**How to complete this task**: Beginning at the line containing "Detect the street", output every line to the end of the data below exactly as it appears.

•••

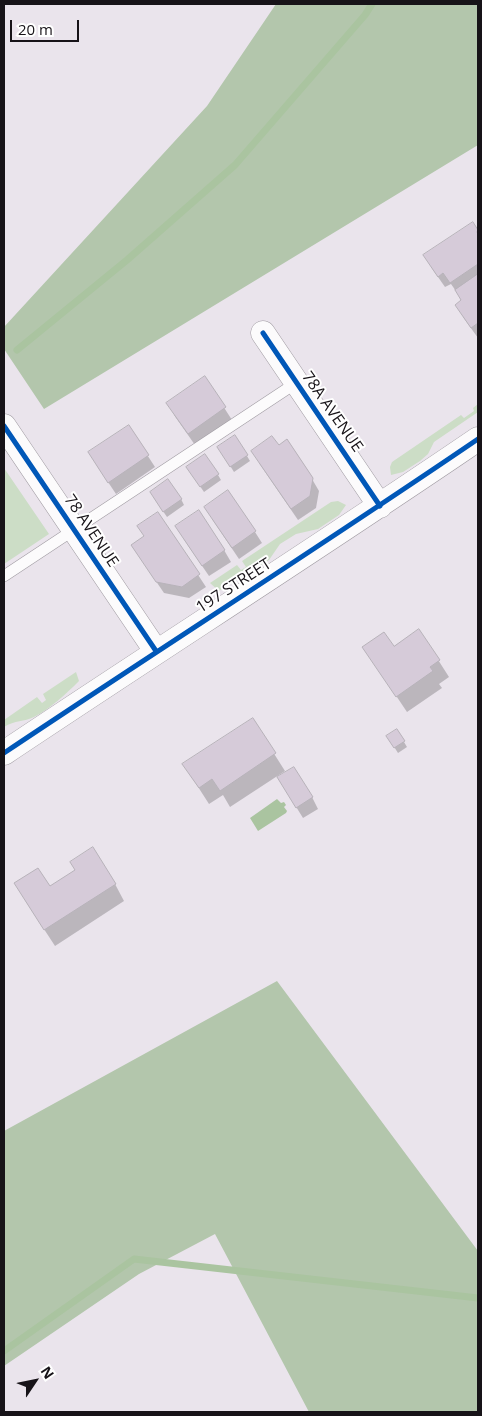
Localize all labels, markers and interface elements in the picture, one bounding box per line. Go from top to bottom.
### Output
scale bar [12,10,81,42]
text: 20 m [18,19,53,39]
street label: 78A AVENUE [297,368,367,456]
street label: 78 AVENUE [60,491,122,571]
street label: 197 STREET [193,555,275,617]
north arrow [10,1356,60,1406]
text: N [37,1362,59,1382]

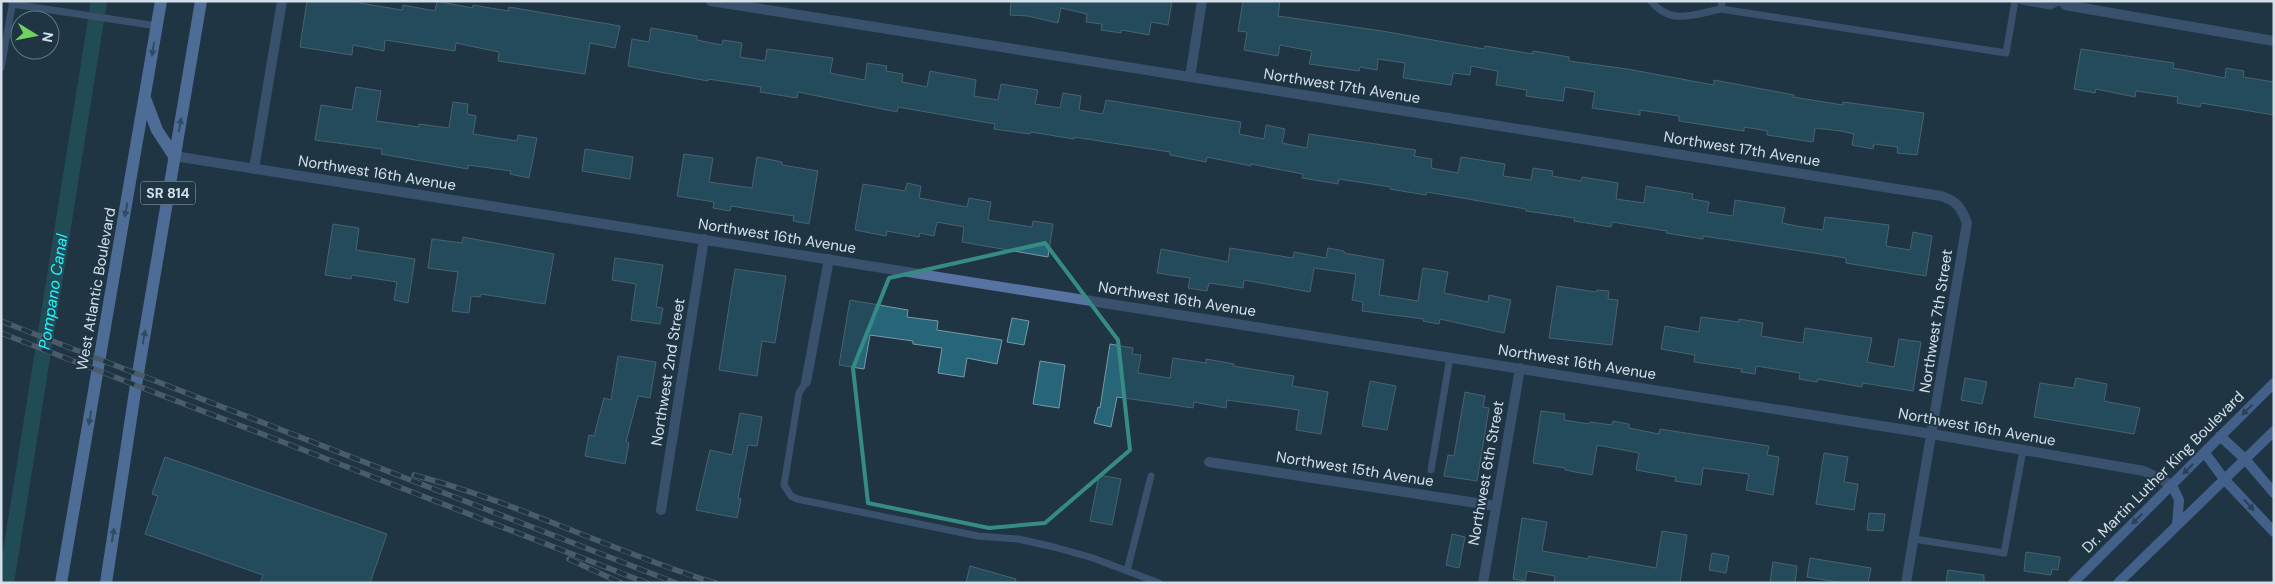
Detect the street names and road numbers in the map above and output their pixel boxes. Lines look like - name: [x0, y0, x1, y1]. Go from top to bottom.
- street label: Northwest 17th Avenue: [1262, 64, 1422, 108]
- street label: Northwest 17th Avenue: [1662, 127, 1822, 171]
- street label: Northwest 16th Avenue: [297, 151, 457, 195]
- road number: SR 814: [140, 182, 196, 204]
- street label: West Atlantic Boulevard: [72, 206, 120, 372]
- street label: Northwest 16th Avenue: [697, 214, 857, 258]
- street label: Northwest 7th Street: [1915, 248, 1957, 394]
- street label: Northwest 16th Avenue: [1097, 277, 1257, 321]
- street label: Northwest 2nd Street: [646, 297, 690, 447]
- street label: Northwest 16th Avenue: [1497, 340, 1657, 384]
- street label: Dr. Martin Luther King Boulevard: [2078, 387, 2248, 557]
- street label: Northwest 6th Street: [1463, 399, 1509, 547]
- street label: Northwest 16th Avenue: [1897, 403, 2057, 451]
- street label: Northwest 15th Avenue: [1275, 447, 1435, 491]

•••

**Task output**:
Detect the street names and road numbers in the map above and output their pixel boxes. Lines look like - name: [x0, y0, x1, y1]. Go from top to bottom.
- street label: Northwest 17th Avenue: [1262, 64, 1422, 108]
- street label: Northwest 17th Avenue: [1662, 127, 1822, 171]
- street label: Northwest 16th Avenue: [297, 151, 457, 195]
- road number: SR 814: [140, 182, 196, 204]
- street label: West Atlantic Boulevard: [72, 206, 120, 372]
- street label: Northwest 16th Avenue: [697, 214, 857, 258]
- street label: Northwest 7th Street: [1915, 248, 1957, 394]
- street label: Northwest 16th Avenue: [1097, 277, 1257, 321]
- street label: Northwest 2nd Street: [646, 297, 690, 447]
- street label: Northwest 16th Avenue: [1497, 340, 1657, 384]
- street label: Dr. Martin Luther King Boulevard: [2078, 387, 2248, 557]
- street label: Northwest 6th Street: [1463, 399, 1509, 547]
- street label: Northwest 16th Avenue: [1897, 403, 2057, 451]
- street label: Northwest 15th Avenue: [1275, 447, 1435, 491]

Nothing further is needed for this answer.